On January 28, Barnard College welcomed the installation of two paintings — by renowned painter Kehinde Wiley — outside of the Access Barnard office entrance in the lobby entrance of Milbank Hall. (Watch a video of the installation above.) The large-scale, oil-on-canvas paintings, Portrait of Dorinda Essah (above) and Portrait of Savannah Essah, are part of a series of six paintings from the William Morris Gallery exhibit “Kehinde Wiley: The Yellow Wallpaper,” the title a reference to Charlotte Perkins Gilman’s 1892 short story. The paintings are on long-term loan to the College.

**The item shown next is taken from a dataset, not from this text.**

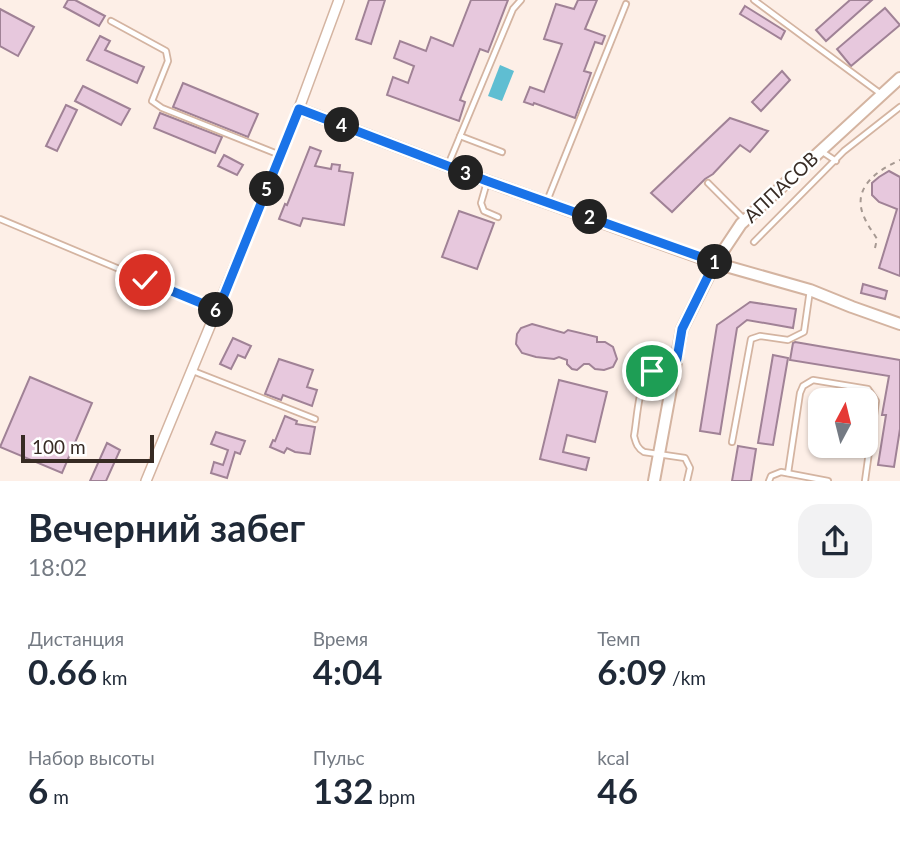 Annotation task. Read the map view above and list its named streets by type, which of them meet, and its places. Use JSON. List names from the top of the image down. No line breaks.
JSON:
{"streets":{"street":["АППАСОВ"]},"scale_bar":"100 m","north":"top","page":{"pins":["4","3","5","2","1","6"],"scale":"100 m","heading":["Вечерний забег","18:02"],"stats":[["Дистанция","0.66 km"],["Время","4:04"],["Темп","6:09 /km"],["Набор высоты","6 m"],["Пульс","132 bpm"],["kcal","46"]]}}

The portraits set modern African and African-Caribbean women from London in the lush, ornate context of British design history, allowing them to claim their place. The paintings feature a mother (Dorinda Essah) and her daughter (Savannah Essah), dressed in contemporary clothing, against the backdrop of Morris & Co.’s iconic wallpaper designs. The eponymous yellow wallpaper from Gilman’s short story eventually drives the protagonist mad, who is confined to her bedroom following a diagnosis of “hysteria,” whereas in Wiley’s portraits, Dorinda and Savannah Essah are indomitable. These pieces evoke questions about the women, the world around them, past history, and Blackness and build on Wiley’s interest in the relationship between the human body and the decorative.
Famed for staging Black men and women in front of vibrant floral patterns, Kehinde Wiley rose to national prominence when he was chosen to paint Barack Obama’s official presidential portrait, which was unveiled at the National Portrait Gallery in Washington in 2018 and is on tour this year to museums across the country. Portrait of Dorinda Essah and Portrait of Savannah Essah build on Wiley’s artistic throughline, which evokes the style once used exclusively to depict white aristocratic subjects to distill the themes of race and identity in a postcolonial age.
For all who visit Milbank Hall, Barnard’s historic first building, Wiley’s paintings will be the first thing they see. That these pieces frame Access Barnard — which supports students who identify as first-generation, low-income, and international — underscores the evolution of the College since Milbank opened in 1896.
The two paintings are the latest addition to transformative art at Barnard. In October 2019, Barnard welcomed the sculpture I Am Queen Mary into the lobby of Barnard Hall. It is part of a collaboration between La Vaughn Belle ’95CC, Artist-in-Residence at the Barnard Center for Research on Women, and Copenhagen-based artist Jeannette Ehlers.